Severo não dormiria naquela noite, aquele negro lhe pagaria pela ousadia, não toleraria aquilo, seria mau exemplo para os seus negros. O canalha deveria ter ido em direção à Lagarto, não conhecia nada sertão adentro, antes de raiar o dia levaria dois negros com ele e iria para Sergipe atras da sua propriedade. Não havia capitães do mato naquelas bandas, cada fazendeiro precisava dar conta das fugas de seus negros ou contratar um caçador de negro fugido em Canabrava ou Lagarto.

Choviam as chuvas de maio e Severo em cima do seu cavalo na estrada pra Sergipe, era um caminho estreito até perto do Coité, de lá pegaria a estrada real para esplanada e depois para lagarto, viagem terrível aquela, doía-lhe as ancas e a cada passo sua raiva do negro fugido aumentava, vestia calça de couro de boi e sobre os ombros tinha uma grande peça de couro curtido que fazia as vezes de um rústico sobretudo, na cabeça o chapéu completava o traje que o protegia da chuva. Caminho a dentro, as patas dos animais espanavam água das poças do chão, o traje do fazendeiro escorria água pelas pontas, tão insistente quanto a chuva fina daquele dia. Os acompanhantes não vestiam mais que um jaleco de couto e calça de pano de saco de algodão. 

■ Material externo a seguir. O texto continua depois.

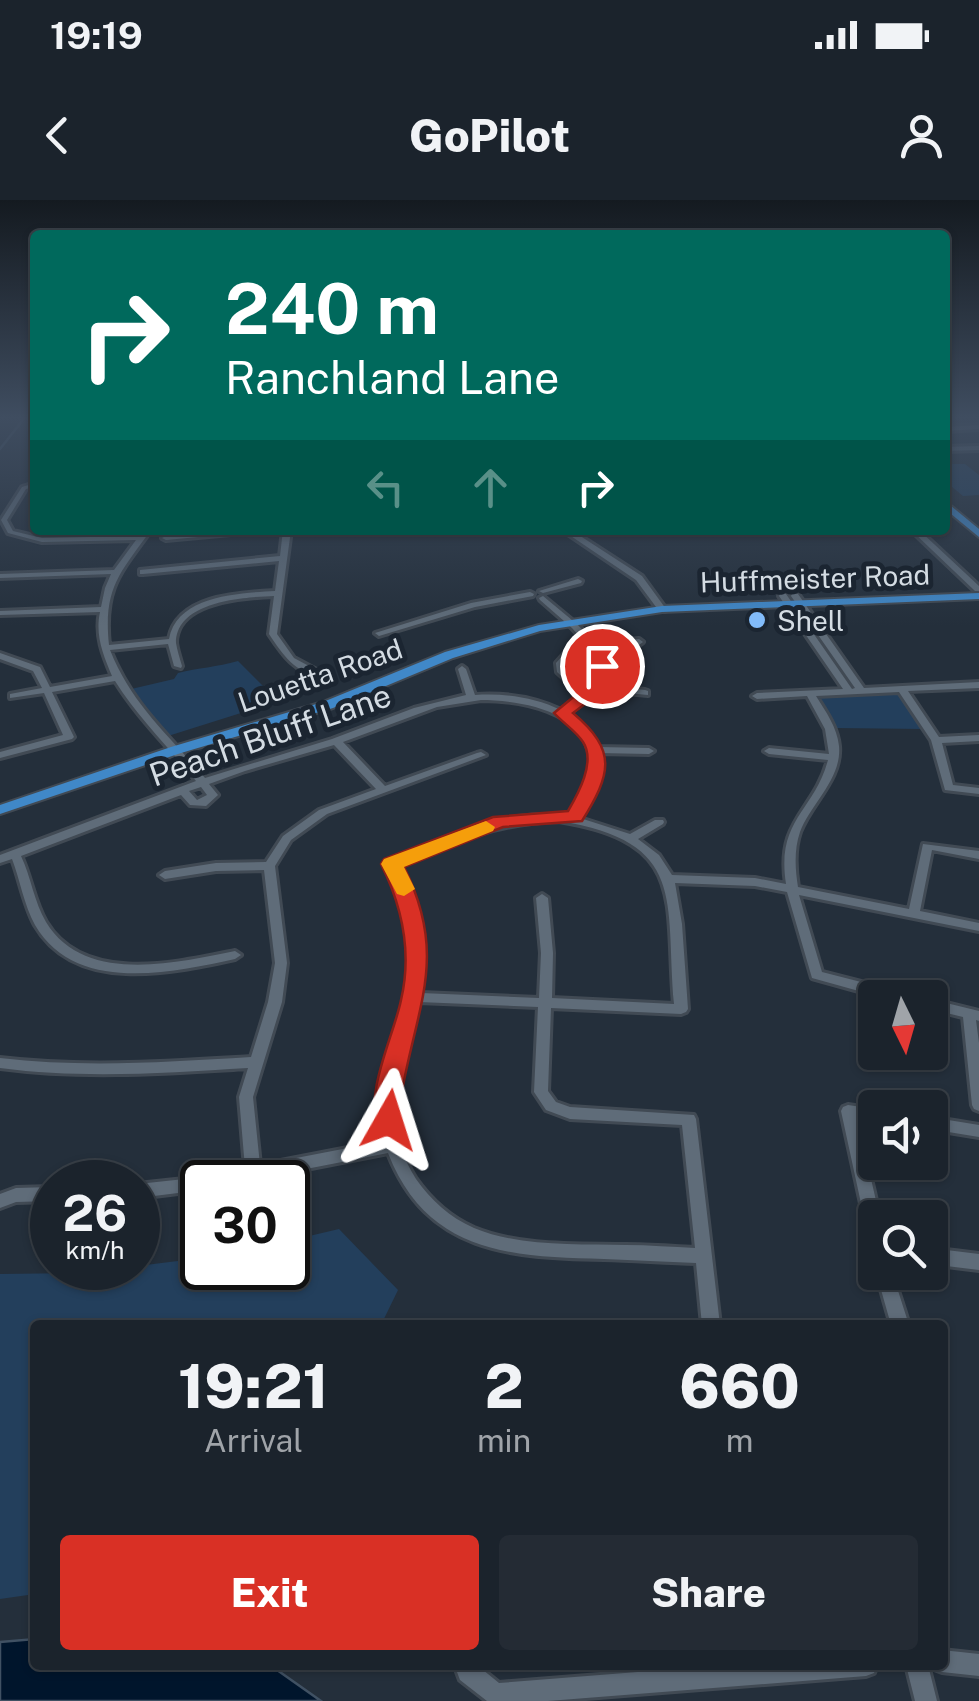 <!DOCTYPE html>
<html lang="en">
<head>
<meta charset="utf-8">
<style>
  :root { --surface:#1b232c; --page:#242b34; --text:#f1f3f6; --muted:#a0a4a9; --line:#394048; --accent:#d93025 }
  body { margin:0; font-family:"Public Sans",sans-serif; background:var(--page); color:var(--text); height:100vh; display:flex; flex-direction:column; font-size:38px; white-space:nowrap }
  * { box-sizing:border-box; margin:0 }
  p { font-size:32px; color:var(--muted) }
  .icon { flex:none; width:55px; height:55px; fill:none; stroke:currentColor; stroke-width:2; stroke-linecap:round; stroke-linejoin:round }
  .map { position:relative; flex:1; overflow:hidden }
  .panel { position:absolute; left:30px; top:1120px; width:918px; height:350px; display:flex; flex-direction:column; background:var(--surface); border-radius:10px; box-shadow:0 2px 8px #0004,0 0 0 2px var(--line) }
  .panel>* { flex:none }
  .guide { position:absolute; left:30px; top:30px; width:920px; height:305px; border-radius:10px; box-shadow:0 2px 8px #0004,0 0 0 2px var(--line); background:#00695c; color:#fff; overflow:hidden }
  .needle { width:65px; rotate:175deg }
  .controls { position:absolute; left:858px; top:780px; display:grid; gap:20px }
  .controls a { display:grid; place-items:center; width:90px; height:90px; border-radius:10px; background:var(--surface); box-shadow:0 2px 8px #0004,0 0 0 2px var(--line); font-size:50px }
  .speed { position:absolute; left:30px; top:960px; display:flex; gap:20px; font-size:50px; font-weight:700; text-align:center }
  .speed>* { display:grid; place-content:center; width:130px; height:130px; border-radius:50%; background:var(--surface); box-shadow:0 2px 8px #0004,0 0 0 2px var(--line); line-height:1 }
  .speed small { font-size:25px; font-weight:400 }
  .speed .limit { border:5px solid #111; border-radius:15px; background:#fff; color:#111 }
  .pin { position:absolute; display:grid; place-items:center; width:85px; height:85px; color:#fff; margin:-42px; border:5px solid #fff; border-radius:50%; box-shadow:0 2px 10px #0007 }
  .me { position:absolute; width:110px; margin:-55px; rotate:6deg; stroke-linejoin:round; filter:drop-shadow(0 0 8px #0008) }
  .turn { display:flex; align-items:center; gap:35px; height:210px; padding:0 30px; font-size:45px }
  .turn .icon { width:130px; height:130px; stroke-width:2.5 }
  .turn b { display:block; font-size:70px; line-height:85px }
  .lanes { display:flex; align-items:center; height:95px; padding:0 30px; background:#0003; justify-content:center; gap:50px; direction:ltr }
  .lanes .off { opacity:.35 }
  .eta { display:flex; justify-content:space-evenly; align-items:center; height:170px; text-align:center }
  .eta b { font-size:60px; font-weight:800; line-height:70px }
  .cta { display:flex; gap:20px; margin-top:auto; padding:20px 30px }
  .cta a { flex:1; height:115px; border-radius:10px; background:var(--accent); color:#fff; font-size:40px; font-weight:800; line-height:115px; text-align:center }
  .cta a+a { background:var(--page); color:var(--text) }
  .status { display:flex; justify-content:space-between; align-items:center; height:70px; padding:0 50px; background:var(--surface); direction:ltr }
  .status svg { height:28px; fill:currentColor }
  header { display:flex; justify-content:space-between; align-items:center; height:130px; padding:0 30px; background:var(--surface); font-size:45px; font-weight:800 }
  .map>svg:first-child { display:block }
  .green { fill:#233f5c }
  .water { fill:#00152c; stroke:#405163; stroke-width:2.5 }
  .lines { fill:none; stroke-linecap:round; stroke-linejoin:round }
  .stream { stroke:#405163; stroke-width:2.5 }
  .minor-casing { stroke:#414a54; stroke-width:6 }
  .major-casing { stroke:#414a54; stroke-width:4 }
  .minor { fill:#5f6c79; fill-rule:evenodd }
  .major { fill:#4088c8; fill-rule:evenodd }
  .route { fill:#d93025; stroke:#8d1f18; stroke-width:2.5 }
  .slow { fill:#f59e0b }
  .poi-dot { fill:#82bcfa; stroke:#1b2531; stroke-width:4 }
  .labels { text-anchor:middle; dominant-baseline:central; stroke-width:10; stroke-linejoin:round; paint-order:stroke }
  .far-street-label { font-size:28px; fill:#d4dce3; stroke:#1b2531 }
  .far-poi-label { font-size:28px; fill:#d4dce3; stroke:#1b2531; text-anchor:start }
  .street-label { font-size:32px; fill:#d4dce3; stroke:#1b2531 }
</style>
</head>
<body>
<div class="status"><b>19:19</b><svg viewBox="0 0 49 12"><path d="M0 12V9h3v3zM5 12V6h3v6zM10 12V3h3v9zM15 12V0h3v12zM26 1h20v11H26zM47 4h2v5h-2z"/></svg></div>
<header><svg class="icon" aria-label="back" viewBox="0 0 24 24"><path d="M15 5l-7 7 7 7"/></svg>GoPilot<svg class="icon" aria-label="person" viewBox="0 0 24 24"><circle cx="12" cy="8" r="4"/><path d="M4 21q1-7 8-7t8 7"/></svg></header>
<div class="map">
<svg width="979" height="1501" viewBox="0 0 979 1501">
  <rect width="100%" height="100%" fill="#242f3b"/>
  <!-- green -->
  <path class="green" d="M945,264H965L979,275V295L963,296L945,281Z
    M238,461L275,498L326,486L168,536L127,490L174,479L178,473C198,468 217,467 238,461Z
    M892,492L902,497L924,529L835,528L817,498Z
    M339,1029L398,1090L381,1125H35V1394L0,1399V1074L81,1073L202,1058V1068H288V1041Z"/>
  <!-- water -->
  <path class="water" d="M35,1439V1465H270L321,1501H0V1442Z"/>
  <g class="lines">
    <!-- stream -->
    <path class="stream" d="M0,249L26,216"/>
    <!-- minor casing -->
    <g class="minor-casing">
      <path id="minor" d="M979,225V229L945,231V227Z
        M979,246V250L945,251V247Z
        M35,283V287L26,289L7,320L13,331L42,338L139,336L143,330H151C120,373 103,388 109,445L169,439C177,395 240,393 275,391L279,361L143,374H140V370L280,356L283,330H291L277,434L294,458L322,473V477C295,473 283,455 269,434L274,396C244,397 176,401 176,443C177,450 180,459 182,466L181,468L174,466L168,444L110,450C132,505 168,534 205,578L332,539L414,508L466,495L458,469L462,466L466,469L475,495C504,493 534,497 561,510L581,495L587,488L569,483L557,472L556,463L564,454L587,445L572,428L540,400L539,398L543,396L578,425L594,443L639,439L643,442L639,445L597,447C605,460 606,472 599,485L645,490L648,491V495L595,490L588,499L568,514L589,532L598,547L649,548L654,551L649,554L599,553C602,577 591,597 580,618L630,634L655,620H663L664,622L663,624L638,639L659,655L672,675L755,678L786,684C776,619 814,612 828,560L769,554L764,551L769,548L829,554L825,529L807,496L757,499L752,496L757,493L843,489L779,396L780,394H786L852,489L855,488L791,396L792,394H798L864,488L979,482V488L908,491L939,537L979,535V541L942,543L953,585L979,588V594L945,590L931,540L899,492L816,496C826,512 837,527 839,546C842,579 811,603 800,632C794,649 795,669 798,687L909,709L923,644L979,651V659L932,650L920,711L979,723V731L799,695L822,772L904,793L910,798H884L812,778L787,692L755,686L675,683L682,724L688,809L686,812L681,814L551,808L548,891L556,902L570,907L694,915L696,919L720,1125H702L696,1063C665,1062 635,1060 604,1059C510,1057 427,1053 388,953L260,978L253,982L247,980L202,982V990L138,998V984L203,977L245,968L239,897L248,868C165,873 83,879 0,868V858C84,868 167,862 251,857L268,802L275,763L264,670L216,671L165,679L159,675L165,671L216,663L266,662L283,636L319,610L376,589L334,545L245,571L209,584L218,595L206,606L190,605L181,595L21,656C31,677 34,702 46,722C84,785 176,763 235,751L241,755L235,759C171,773 75,794 35,725C24,705 20,680 12,659L0,663V655L196,581C169,547 138,518 115,481L52,492L74,537L72,539L0,558V552L63,535L44,493L10,498V494L42,488L33,471L0,459V453L40,467L50,487L112,476C103,455 95,435 100,412L0,415V411L101,407L105,388L111,374L0,378V374L114,370L136,340L42,342L8,333L1,320L22,287ZM590,449L596,467L591,483L575,479L565,471L564,464L579,453ZM481,500C518,500 585,510 590,558C593,578 580,599 570,617C507,607 445,638 388,661L386,664C409,713 417,765 403,818C391,860 373,897 384,941L260,965L253,897L282,802L287,763L275,666L291,640L327,614L486,555L481,552L477,553L385,586L343,542L437,507ZM201,587L207,595L197,600L189,591ZM559,621C688,642 665,699 674,804L552,798L553,753L548,698L542,694L536,698L541,753L539,798L421,793C426,747 418,707 398,666C454,642 498,622 559,621ZM419,802L538,807L534,892L546,910L570,919L682,925L695,1048C672,1047 649,1045 626,1045C576,1044 520,1047 474,1028C449,1017 431,1000 416,979C402,957 394,932 394,906C395,871 413,837 419,802Z
        M229,330H256L252,332L166,340L162,338L166,336Z
        M562,330H571L642,376L666,409L665,411H659L636,380Z
        M911,330H919L979,386V391H975Z
        M578,379L582,381L581,383L543,393L539,391Z
        M530,392L534,394L533,396L475,407L379,436L375,433L471,403Z
        M930,799L979,811V821L976,820L979,843V911L974,909L972,905L963,817L930,809Z
        M848,905L875,909V921L857,918L880,1018H875V1038L869,1036L867,1031L841,911L843,907Z
        M930,917L979,925V937L930,929Z
        M52,987V1001L16,1002L0,1008V994L16,988Z
        M930,1048L979,1054V1070L930,1064Z
        M876,1072H892L909,1125H891Z
        M942,1450L979,1454V1476L942,1472L934,1469L933,1465H942Z
        M460,1465H477L499,1483L726,1465H877L874,1473L866,1476L548,1501H487L460,1480L457,1472Z
        M906,1465H928L937,1501H915Z"/>
    </g>
    <!-- major casing -->
    <g class="major-casing">
      <path id="major" d="M945,301L979,329V337L945,309Z
        M979,393V399L662,412L540,431L453,458L333,508L181,553L0,614V605L171,547L323,502L445,452L539,425L662,406Z"/>
    </g>
    <!-- minor -->
    <use href="#minor" class="minor"/>
    <!-- major -->
    <use href="#major" class="major"/>
  </g>
  <!-- sky -->
  <linearGradient id="sky" x2="0" y2="1"><stop stop-color="#141a20"/><stop offset="0.51" stop-color="#3f4d60"/><stop offset="1" stop-color="#3f4d60" stop-opacity="0"/></linearGradient>
  <rect width="979" height="426" fill="url(#sky)"/>
  <!-- route -->
  <path class="route" d="M596,463L610,466L602,491L573,513C618,551 611,574 582,621L503,627L404,667C448,755 418,803 402,891C399,904 404,916 398,928L389,931L379,928C363,896 394,835 401,800C412,753 402,706 381,664L384,659L493,617L568,611C578,594 596,562 583,542C576,531 563,523 554,513L588,485Z"/>
  <!-- slow -->
  <path class="slow" d="M486,621L495,627L493,631L404,667L415,689L404,696L397,694L381,664L384,659Z"/>
  <!-- markers -->
  <circle class="poi-dot" cx="757" cy="420" r="10"/>
  <g class="labels">
    <!-- far-street labels -->
    <g class="far-street-label">
      <text transform="translate(815 378) rotate(-2)">Huffmeister Road</text>
      <text transform="translate(320 475) rotate(-19)">Louetta Road</text>
    </g>
    <!-- far-poi labels -->
    <g class="far-poi-label">
      <text x="777" y="420">Shell</text>
    </g>
    <!-- street labels -->
    <g class="street-label">
      <text transform="translate(270 535) rotate(-19)">Peach Bluff Lane</text>
    </g>
  </g>
</svg>
<div class="controls">
<a><svg class="needle" viewBox="-14 -14 28 28"><path d="M0-13l5 13h-10z" fill="#e53935"/><path d="M0 13l5-13h-10z" fill="#a0a4a9"/></svg></a>
<a><svg class="icon" aria-label="sound" viewBox="0 0 24 24"><path d="M4 9h4l5-4v14l-5-4H4zM17 9q2 3 0 6"/></svg></a>
<a><svg class="icon" aria-label="search" viewBox="0 0 24 24"><circle cx="10" cy="10" r="6"/><path d="M15 15l6 6"/></svg></a>
</div>
<div class="speed"><div>26<small>km/h</small></div><div class="limit">30</div></div>
<div class="pin" style="left:602px;top:466px;background:#d93025"><svg class="icon" aria-label="arrive" viewBox="0 0 24 24"><path d="M6 21V4h12l-3 4 3 4H6"/></svg></div>
<svg class="me" style="left:389px;top:920px" viewBox="-20 -20 40 40"><path d="M0-17L14 15 0 8-14 15z" fill="#d93025" stroke="#fff" stroke-width="4"/></svg>
<div class="guide">
<div class="turn"><svg class="icon" aria-label="right" viewBox="0 0 24 24"><path d="M7 20v-9h11M14 6l5 5-5 5"/></svg><div><b>240 m</b>Ranchland Lane</div></div>
<div class="lanes"><svg class="icon off" aria-label="left" viewBox="0 0 24 24"><path d="M17 20v-9H6M10 6l-5 5 5 5"/></svg><svg class="icon off" aria-label="ahead" viewBox="0 0 24 24"><path d="M12 20V5M6 11l6-6 6 6"/></svg><svg class="icon" aria-label="right" viewBox="0 0 24 24"><path d="M7 20v-9h11M14 6l5 5-5 5"/></svg></div>
</div>
<section class="panel">
<div class="eta">
<div><b>19:21</b><p>Arrival</p></div>
<div><b>2</b><p>min</p></div>
<div><b>660</b><p>m</p></div>
</div>
<div class="cta"><a>Exit</a><a>Share</a></div>
</section>
</div>
</body>
</html>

Em Coité foi se informar em uma venda ao lado da capela, deu as características do negro e da égua na qual montava e não soube de notícia nenhuma, resolveu ficar por ali mais algum tempo, não queria perder o rastro de seu escravo, próximo do meio dia, um homem de chapéu de couro o apresentou a um caçador que tinha topado com um negro com aquelas características, tinha se ferido numa moita de Carqueijo e estava abrigado na casa de um certo Benício, no caminho para bebedouro.

Apressou-se em sair o quanto antes, agradeceu aos dois homens e seguiu para o destino indicado, se fosse o negro - pensava ele - o levaria amarrado puxando a cavalo e o couro de boi iria cantar no lombo do atrevido quando chegasse na fazenda, não poderia deixar aquilo passar – pensava enquanto apertava os dentes. O que iriam pensar dele, um fazendeiro que deixa seus negros fugir sem dar-lhes o castigo merecido? Isso com ele não aconteceria, negro em sua mão não daria uma de sabido para ficar impune. Aqueles pensamentos o acompanhavam na medida em que seguiam a pista outrora adquirida, fazia planos, pensava em como castigaria o fujão, pensava no que a gente da Maria Preta estava pensando daquela situação, decerto o teriam na conta de frouxo, um molengão sem pulso. Mas ele daria o troco, Severo Correia de Souza não nascera para levar fama de fraco, aquele negro iria ser o exemplo.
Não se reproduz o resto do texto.